→ **WHAT THE EXERCISE ASKS**
In the records below, some lines contain the word "JSON". Copy each of them.

(Stored items)
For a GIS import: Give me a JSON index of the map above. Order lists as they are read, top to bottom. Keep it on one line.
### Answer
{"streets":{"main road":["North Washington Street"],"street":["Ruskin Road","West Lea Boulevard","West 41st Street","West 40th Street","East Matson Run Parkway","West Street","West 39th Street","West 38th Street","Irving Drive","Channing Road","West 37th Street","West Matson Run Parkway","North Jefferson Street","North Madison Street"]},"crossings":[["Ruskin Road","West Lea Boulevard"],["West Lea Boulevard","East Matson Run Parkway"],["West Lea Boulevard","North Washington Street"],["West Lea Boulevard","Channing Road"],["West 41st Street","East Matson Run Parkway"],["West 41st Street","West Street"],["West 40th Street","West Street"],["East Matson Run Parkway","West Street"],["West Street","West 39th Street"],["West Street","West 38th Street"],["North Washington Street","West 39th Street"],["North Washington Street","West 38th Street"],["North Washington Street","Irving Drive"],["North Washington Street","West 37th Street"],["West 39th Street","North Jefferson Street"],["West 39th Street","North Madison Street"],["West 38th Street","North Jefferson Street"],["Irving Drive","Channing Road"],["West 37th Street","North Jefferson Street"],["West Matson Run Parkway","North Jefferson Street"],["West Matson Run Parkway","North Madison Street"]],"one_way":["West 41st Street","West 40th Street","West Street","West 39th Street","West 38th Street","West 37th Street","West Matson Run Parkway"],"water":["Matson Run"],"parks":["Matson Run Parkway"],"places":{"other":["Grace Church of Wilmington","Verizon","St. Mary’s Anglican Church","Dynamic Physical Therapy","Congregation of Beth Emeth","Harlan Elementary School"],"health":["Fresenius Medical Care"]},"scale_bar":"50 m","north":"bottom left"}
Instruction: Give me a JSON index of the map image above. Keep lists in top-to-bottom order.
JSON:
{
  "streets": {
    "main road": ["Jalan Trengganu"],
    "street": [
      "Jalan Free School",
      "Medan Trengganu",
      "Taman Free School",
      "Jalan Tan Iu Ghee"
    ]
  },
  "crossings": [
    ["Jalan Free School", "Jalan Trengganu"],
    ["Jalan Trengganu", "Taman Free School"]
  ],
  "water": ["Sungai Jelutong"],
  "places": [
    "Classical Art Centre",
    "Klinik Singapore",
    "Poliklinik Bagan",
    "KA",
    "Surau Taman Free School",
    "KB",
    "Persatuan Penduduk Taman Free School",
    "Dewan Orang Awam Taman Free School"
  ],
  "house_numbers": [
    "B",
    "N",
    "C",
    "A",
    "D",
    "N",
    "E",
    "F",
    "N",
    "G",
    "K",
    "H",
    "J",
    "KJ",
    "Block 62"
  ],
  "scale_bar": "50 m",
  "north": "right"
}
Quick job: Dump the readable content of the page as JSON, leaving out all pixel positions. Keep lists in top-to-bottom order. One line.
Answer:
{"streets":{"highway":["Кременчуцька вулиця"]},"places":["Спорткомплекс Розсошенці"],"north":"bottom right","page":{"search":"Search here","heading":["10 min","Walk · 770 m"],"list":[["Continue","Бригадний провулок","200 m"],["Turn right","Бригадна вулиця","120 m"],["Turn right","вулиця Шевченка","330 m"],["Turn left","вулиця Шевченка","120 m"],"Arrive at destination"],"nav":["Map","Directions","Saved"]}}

→ **ANSWER FOR THIS EXERCISE**
For a GIS import: Give me a JSON index of the map above. Order lists as they are read, top to bottom. Keep it on one line.
Instruction: Give me a JSON index of the map image above. Keep lists in top-to-bottom order.
JSON:
Quick job: Dump the readable content of the page as JSON, leaving out all pixel positions. Keep lists in top-to-bottom order. One line.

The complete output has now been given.